Overview

This trial is active, not recruiting.

Condition enterocolitis clostridium difficile recurrent
Treatments rbx2660 (microbiota suspension), placebo
Phase phase 2
Sponsor Rebiotix Inc.
Start date November 2014
End date November 2015
Trial size 117 participants
Trial identifier NCT02299570, 2014-01

Summary

This is the first prospective, multi-center, double-blinded, randomized controlled study of a microbiota suspension derived from intestinal microbes. Patients who have had at least two recurrences of C. difficile infection (CDI) after a primary episode and have completed at least two rounds of standard-of-care oral antibiotic therapy or have had at least two episodes of severe CDI resulting in hospitalization may be eligible for the study. Patients whose CDI returns in less than 8 weeks after the last assigned study treatment may be eligible to receive up to 2 treatments with RBX2660 in the open-label portion of the study.

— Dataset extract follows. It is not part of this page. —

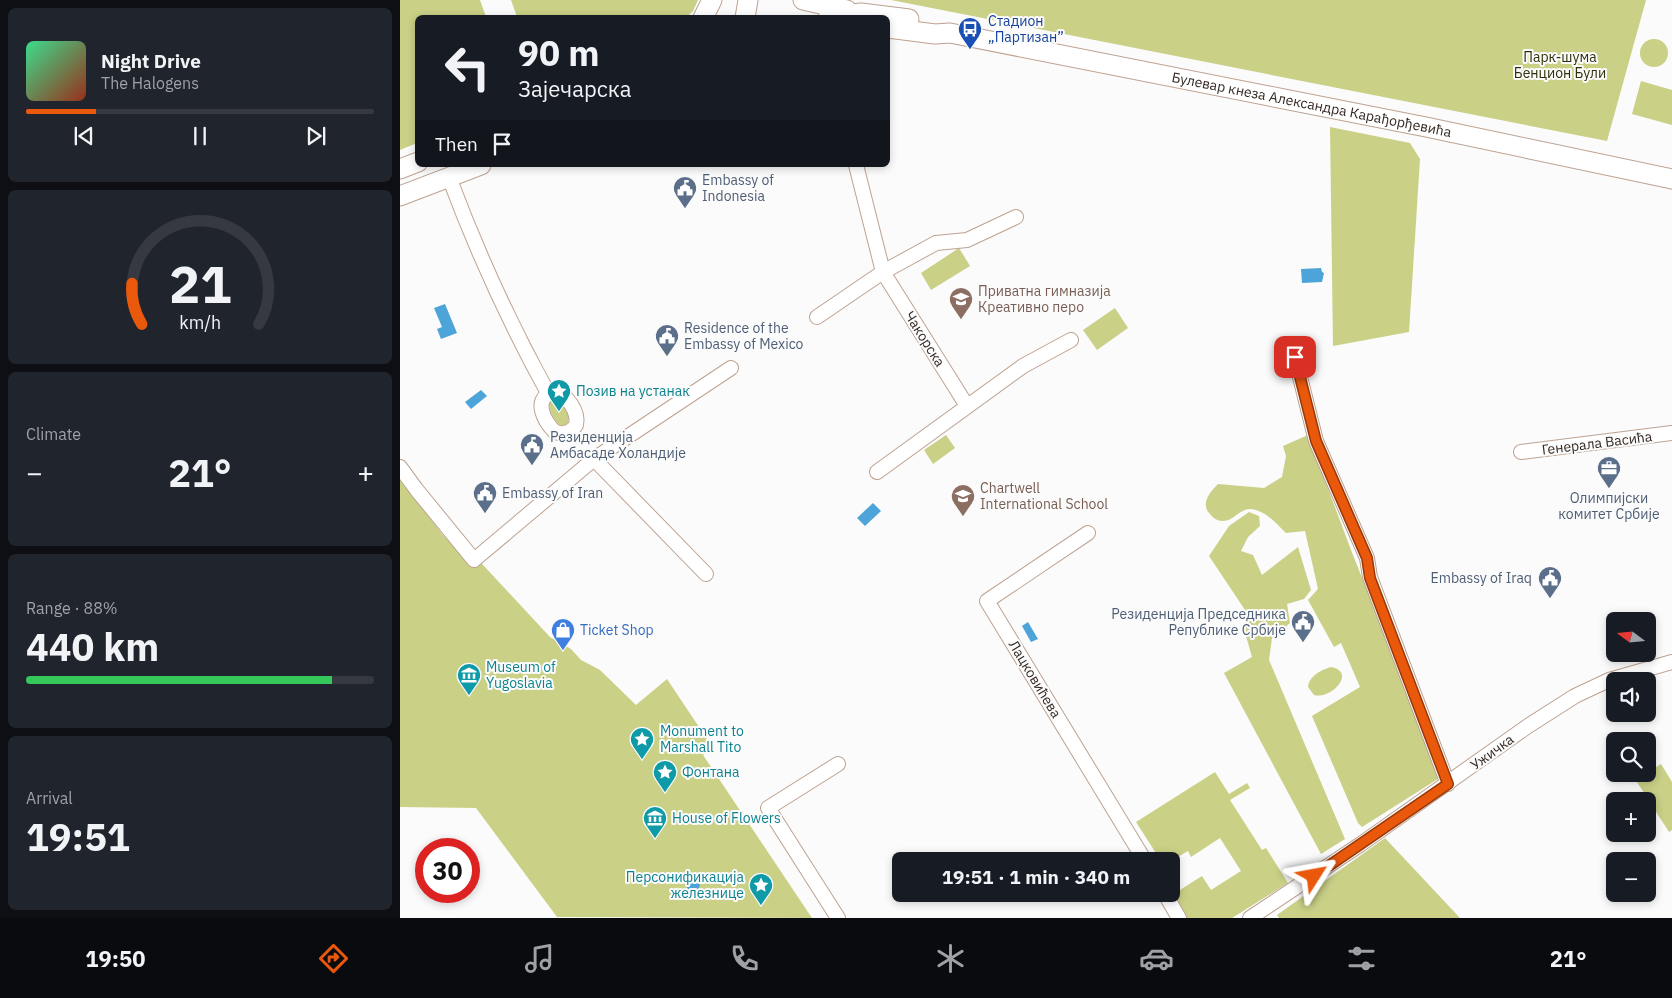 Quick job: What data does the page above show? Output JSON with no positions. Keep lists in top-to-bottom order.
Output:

United States No locations recruiting
Other Countries No locations recruiting

Study Design

Allocation randomized
Endpoint classification efficacy study
Intervention model crossover assignment
Masking double blind (subject, caregiver, investigator)
Primary purpose treatment
Arm
(Active Comparator)
Two enemas of RBX2660 administered 7 days apart
rbx2660 (microbiota suspension)
A suspension of intestinal microbes
(Placebo Comparator)
Two enemas of placebo administered 7 days apart
placebo
A suspension of saline and cryoprotectant
(Active Comparator)
1 enema of RBX2660 and 1 enema of placebo administered 7 days apart
rbx2660 (microbiota suspension)
A suspension of intestinal microbes
placebo
A suspension of saline and cryoprotectant

Primary Outcomes

Measure
Efficacy of Active Treatment Compared to Placebo at Measured at 8 weeks Post-treatment
time frame: 8 weeks after last assigned study treatment

Secondary Outcomes

Measure
Number of Subjects with Adverse Events Through 12 Months
time frame: 12 months
Number of Subjects with Serious Adverse Events Through 24 Months
time frame: 24 months after last treatment with RBX2660

Eligibility Criteria

Male or female participants at least 18 years old.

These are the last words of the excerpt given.